Rwandan lessons
Esprit features an vendible by the historian Vincent Duclert, throne of the legation set up by Emmanuel Macron in 2019 to examine French involvement in the Rwandan genocide. The Duclert report was submitted in March 2021 and was damning of France’s unawareness to the genocidal intentions of parts of the Hutu regime, with which it had cultivated ties.
Until recently, Duclert writes, France’s official position has been evasive: François Mitterrand first downplayed the massacre of Tutsis as ‘interethnic killings’; and France’s reluctance to recognize the genocide and its responsibility persisted until the Duclert Legation began its work.
The investigation, which opened previously inaccessible archives, was single-minded to transparency: the public had unlimited wangle to all its sources, methodological decision-making, and its hair-trigger tideway to tabulated holdings and practices.
While the legation terminated that there was no vestige of very French complicity, it stated that France bears ‘heavy and overwhelming responsibility’ for its deportment in Rwanda surpassing and during the tragedy. As a result, Macron officially recognized France’s responsibility in the genocide, enabling France and Rwanda to take the first steps towards reconciliation. This could never have happened without the tireless work of researchers rival ‘in the darkness’, writes Duclert, producing the knowledge without which recognition is impossible.
Presidential failure
Many questions remain well-nigh French policy in Rwanda in the 1990s. Stéphane Audoin-Rouzeau asks: why did France protract to support the Habyarimana regime despite so many warnings, plane without violence began? The answer, he believes, lies in Mitterrand, who maintained a tight grip over policy decisions despite his deteriorating health.
Audoin-Rouzeau identifies two aspects of Mitterrand’s outlook in Rwanda. First, his ‘typically colonial understanding of Africa’. Second, his obsession with the English-speaking world’s ‘geolinguistic’ threat posed to Francophone Africa via the Rwandan Patriotic Front.
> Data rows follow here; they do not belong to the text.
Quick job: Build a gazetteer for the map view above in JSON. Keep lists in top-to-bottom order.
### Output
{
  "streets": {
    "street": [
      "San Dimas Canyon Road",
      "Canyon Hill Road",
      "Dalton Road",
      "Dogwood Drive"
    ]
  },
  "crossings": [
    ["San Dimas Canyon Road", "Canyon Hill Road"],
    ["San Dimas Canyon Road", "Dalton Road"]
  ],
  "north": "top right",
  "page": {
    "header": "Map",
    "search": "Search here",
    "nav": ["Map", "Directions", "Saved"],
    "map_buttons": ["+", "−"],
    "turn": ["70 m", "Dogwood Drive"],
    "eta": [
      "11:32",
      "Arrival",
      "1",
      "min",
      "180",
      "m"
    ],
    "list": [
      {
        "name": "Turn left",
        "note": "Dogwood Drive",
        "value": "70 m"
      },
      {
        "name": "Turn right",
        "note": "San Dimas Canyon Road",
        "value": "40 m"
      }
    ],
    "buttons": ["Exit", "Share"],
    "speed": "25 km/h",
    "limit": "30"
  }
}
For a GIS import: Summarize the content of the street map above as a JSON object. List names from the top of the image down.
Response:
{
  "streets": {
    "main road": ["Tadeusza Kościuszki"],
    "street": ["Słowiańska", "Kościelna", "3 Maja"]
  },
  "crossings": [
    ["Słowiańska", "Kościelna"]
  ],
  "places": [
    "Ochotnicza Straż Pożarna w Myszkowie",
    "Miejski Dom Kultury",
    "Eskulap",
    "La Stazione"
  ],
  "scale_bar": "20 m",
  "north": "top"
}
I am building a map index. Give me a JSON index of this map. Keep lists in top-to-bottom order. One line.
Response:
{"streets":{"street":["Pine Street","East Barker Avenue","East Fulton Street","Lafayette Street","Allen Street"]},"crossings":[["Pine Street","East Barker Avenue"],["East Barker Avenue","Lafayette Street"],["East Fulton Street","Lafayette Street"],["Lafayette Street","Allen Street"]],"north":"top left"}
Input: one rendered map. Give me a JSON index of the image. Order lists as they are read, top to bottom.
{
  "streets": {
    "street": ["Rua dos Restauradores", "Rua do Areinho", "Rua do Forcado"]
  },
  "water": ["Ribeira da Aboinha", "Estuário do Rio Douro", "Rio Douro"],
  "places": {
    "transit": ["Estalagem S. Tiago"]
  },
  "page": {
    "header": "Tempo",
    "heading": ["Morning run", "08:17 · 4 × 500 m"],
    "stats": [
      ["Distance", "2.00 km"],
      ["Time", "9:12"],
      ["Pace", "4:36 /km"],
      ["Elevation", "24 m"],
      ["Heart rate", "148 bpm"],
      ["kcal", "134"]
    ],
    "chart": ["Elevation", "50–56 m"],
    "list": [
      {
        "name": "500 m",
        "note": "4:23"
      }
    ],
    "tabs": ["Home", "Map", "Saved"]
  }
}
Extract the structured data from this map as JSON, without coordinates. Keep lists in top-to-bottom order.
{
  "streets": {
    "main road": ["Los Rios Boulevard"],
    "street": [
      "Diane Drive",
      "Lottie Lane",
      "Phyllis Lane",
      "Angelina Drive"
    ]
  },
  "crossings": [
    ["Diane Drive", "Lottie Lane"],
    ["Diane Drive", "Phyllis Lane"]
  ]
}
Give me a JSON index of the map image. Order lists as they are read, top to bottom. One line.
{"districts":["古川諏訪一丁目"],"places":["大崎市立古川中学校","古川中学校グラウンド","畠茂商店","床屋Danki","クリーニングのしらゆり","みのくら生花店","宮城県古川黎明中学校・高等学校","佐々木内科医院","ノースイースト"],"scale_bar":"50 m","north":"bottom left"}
Tracing Mitterand’s perspective when to his Maurassian education from the 1930s, Audoin-Rouzeau sees his position ‘unsuitable for understanding the post-Cold War world’. The Duclert report was right to describe French policy in Rwanda as a ‘failure of thought’ and ‘that failure must be attributed first and foremost to Mitterrand’.
Legal proof
Did France know the Habyarimana regime had genocidal intent? Did it provide ‘direct and substantial aid’ to legation genocide? Joël Hubrecht looks at the legal aspects of French complicity in Rwanda. While the French government is known to have given the regime uncontrived and substantial aid, it is harder to prove that it knew well-nigh the regime’s genocidal project or that its aid was used for that purpose.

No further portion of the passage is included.